After that, there was a quick wander through some cyberpunk and post-cyberpunk writers. I touched on Cory Doctorow and Charles Stross, before digging into 80s / 90s cyberpunk:

  • William Gibson – namer of cyberspace in ‘Neuromancer’; one of the few people who genuinely seems to understand Western modernity.
  • Pat Cadigan – one of Gibson’s fellow cyberpunks, ‘Synners’ is a good starting point (and was very influential on philosopher Nick Land, who’s mentioned a little further down).
  • Neal Stephenson – pretty indescribable; has explored everything from virtual reality to the complete history of money.
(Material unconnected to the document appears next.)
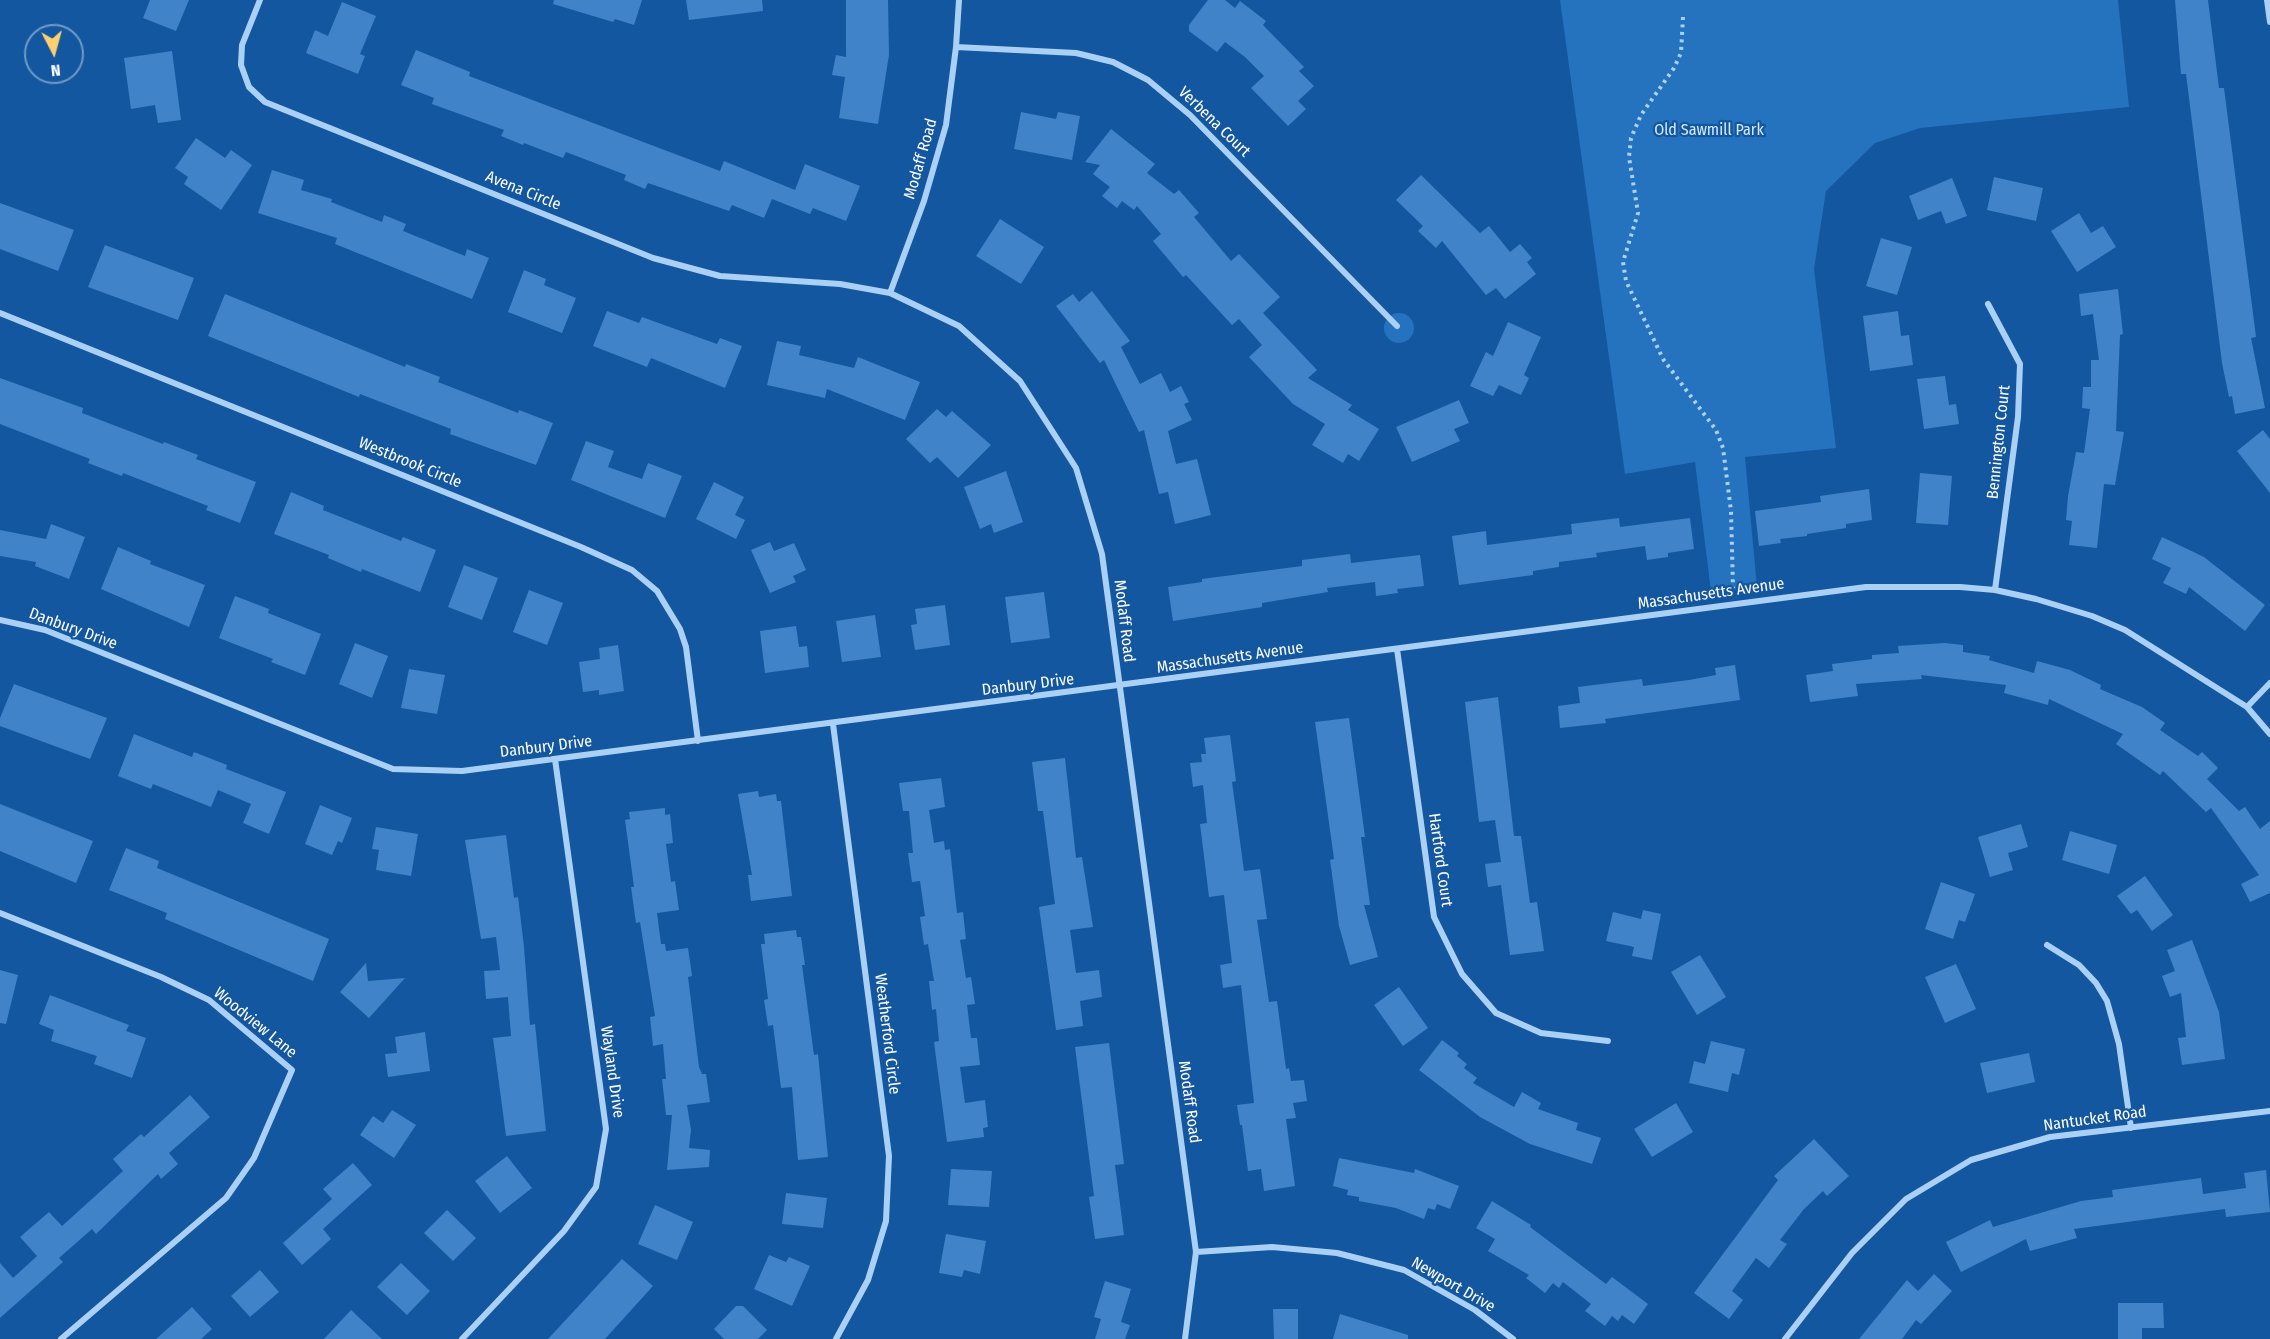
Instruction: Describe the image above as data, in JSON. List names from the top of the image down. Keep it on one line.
{"streets":{"street":["Verbena Court","Modaff Road","Avena Circle","Bennington Court","Westbrook Circle","Massachusetts Avenue","Danbury Drive","Hartford Court","Woodview Lane","Weatherford Circle","Wayland Drive","Nantucket Road","Newport Drive"]},"crossings":[["Verbena Court","Modaff Road"],["Modaff Road","Avena Circle"],["Modaff Road","Massachusetts Avenue"],["Modaff Road","Danbury Drive"],["Modaff Road","Newport Drive"],["Bennington Court","Massachusetts Avenue"],["Westbrook Circle","Danbury Drive"],["Massachusetts Avenue","Danbury Drive"],["Massachusetts Avenue","Hartford Court"],["Danbury Drive","Weatherford Circle"],["Danbury Drive","Wayland Drive"]],"parks":["Old Sawmill Park"],"north":"bottom"}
Try ‘The Diamond Age’ for starters.

Key precursors included:

  • John Brunner – I mentioned ‘Shockwave Rider’, because that’s where he invents the computer worm. It’s a great read, but to be honest I prefer ‘Stand On Zanzibar’, which gets the modern media-scape worryingly right.
  • Michael Moorcock – another Grand Master. When he writes genre fiction he’s really a fantasist, but the deeply fractured Jerry Cornelius stories feel more like the modern world than just about anything else. Try ‘The Lives and Times of Jerry Cornelius – Stories of the Modern Apocalypse’.
  • M. John Harrison – a contemporary of Moorcock and Ballard’s who’s matured into one of Britain’s finest writers in any genre. Start with his recent SF novel ‘Light’ and go from there – riches await!
  • William Burroughs – searingly radical, searingly peculiar, and someone far beyond any sort of genre, tho’ his writing is shot through with a deep pulp SF sensibility. Why not check out ‘The Soft Machine’, first of a trilogy of pretty SFnal novels?
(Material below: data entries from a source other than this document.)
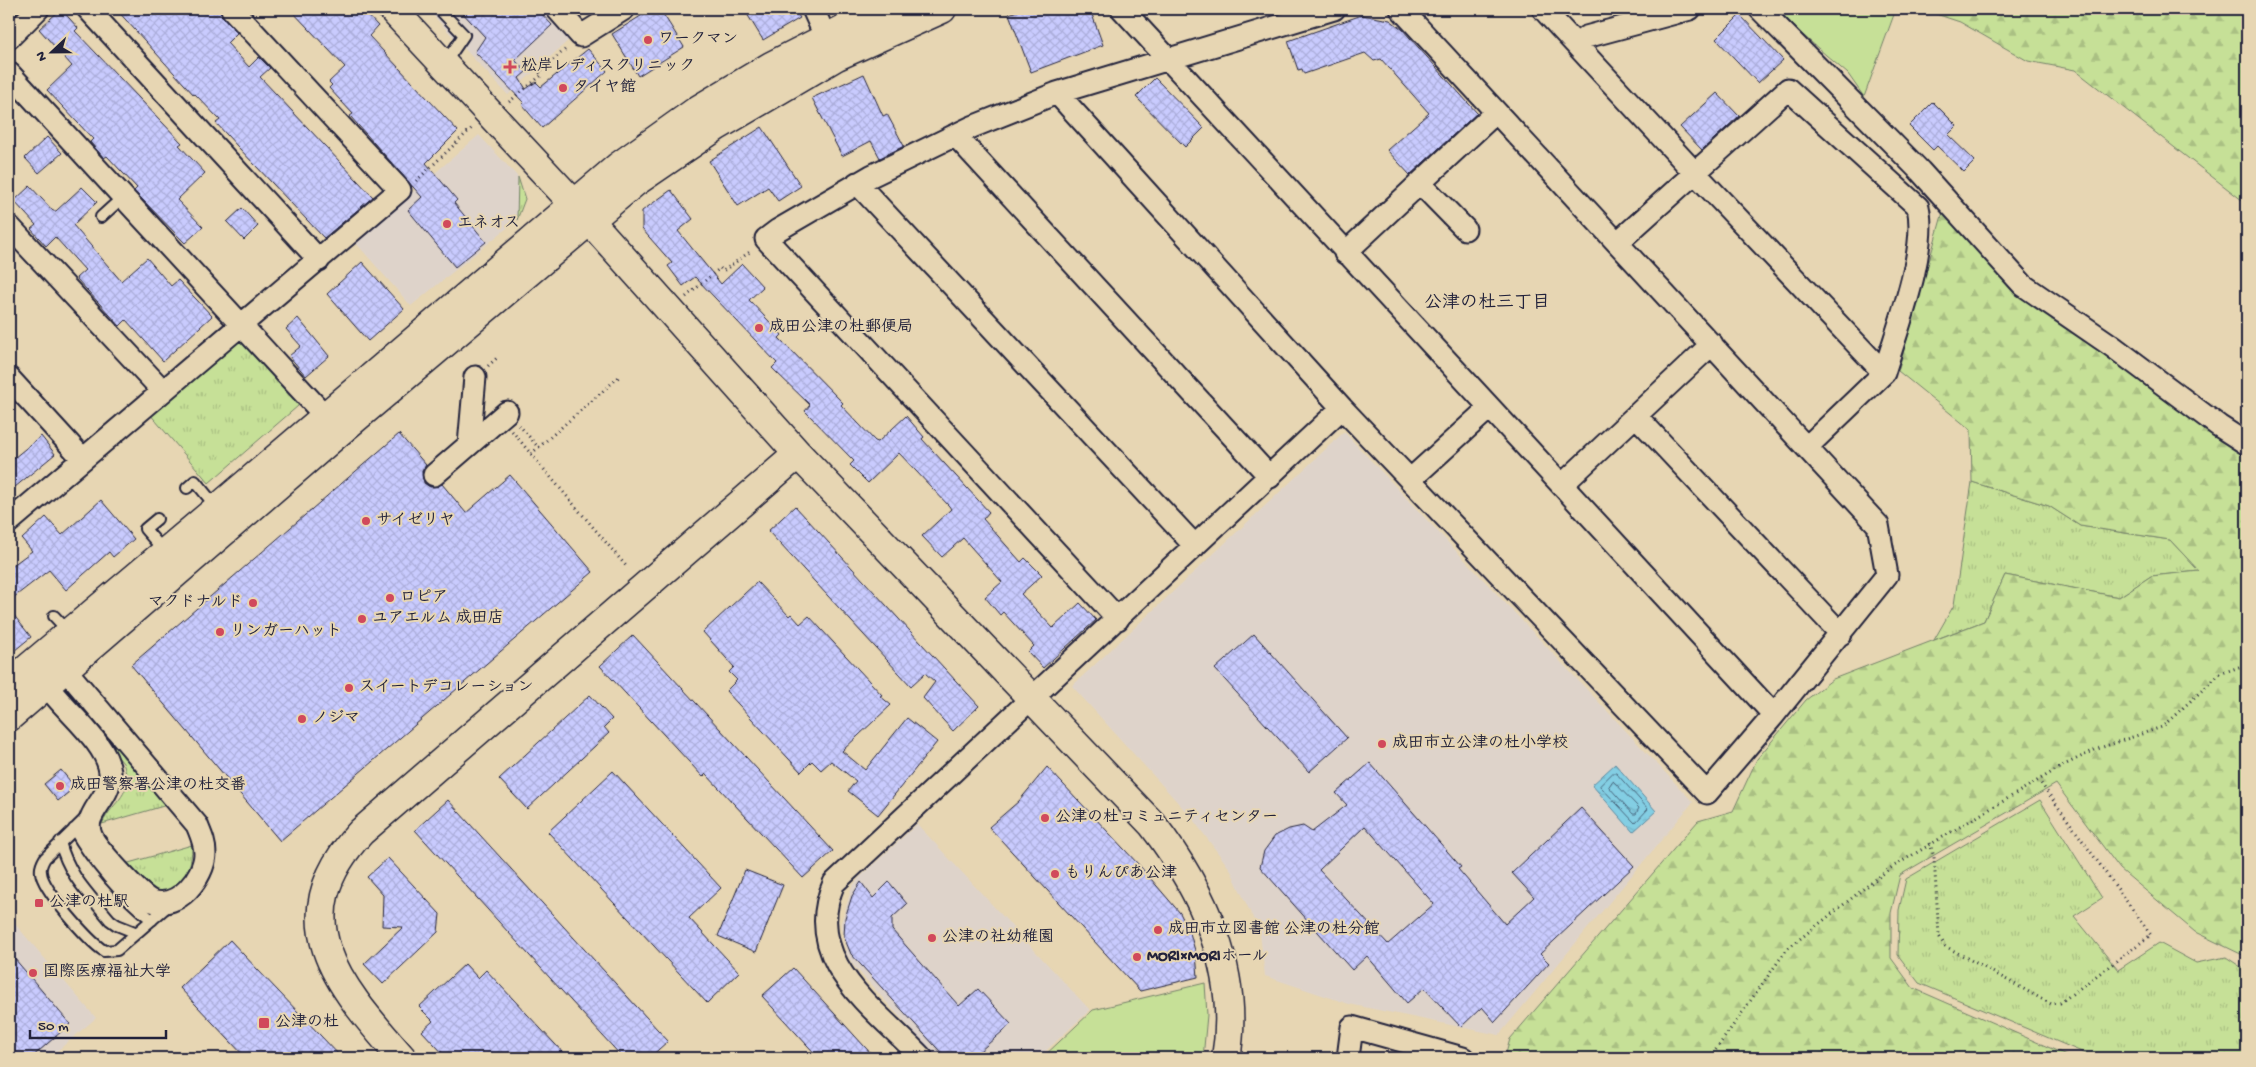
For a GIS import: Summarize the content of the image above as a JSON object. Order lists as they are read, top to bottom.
{
  "districts": ["公津の杜三丁目"],
  "places": {
    "other": [
      "ワークマン",
      "タイヤ館",
      "エネオス",
      "成田公津の杜郵便局",
      "サイゼリヤ",
      "ロピア",
      "マクドナルド",
      "ユアエルム 成田店",
      "リンガーハット",
      "スイートデコレーション",
      "ノジマ",
      "成田市立公津の杜小学校",
      "成田警察署公津の杜交番",
      "公津の杜コミュニティセンター",
      "もりんぴあ公津",
      "成田市立図書館 公津の杜分館",
      "公津の社幼稚園",
      "MORI×MORIホール",
      "国際医療福祉大学"
    ],
    "health": ["松岸レディスクリニック"],
    "transit": ["公津の杜駅", "公津の杜"]
  },
  "scale_bar": "50 m",
  "north": "left"
}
Then, a step into television. Pretty much everyone’s seen the original Star Trek, and it seems to be on many TV channels most of the time. If you fancy diving into the more recent Battlestar Galactica, it all kicked off in 2003 with a very watchable three hour miniseries. If you enjoy that, it was followed by four seasons of generally fantastic SF tv, plus sundry spinoffs.

And then, back to prose fiction –

  • Samuel R. Delany – ‘Tales of Plagues and Carnivals’ in ‘Return to Neveryon’ was the first mainstream-published piece of fiction to deal with AIDS. The Neveryon books are more fantasy than SF – if you want to experience Delany in full futuristic flight, try ‘Babel-17’ or ‘Nova’.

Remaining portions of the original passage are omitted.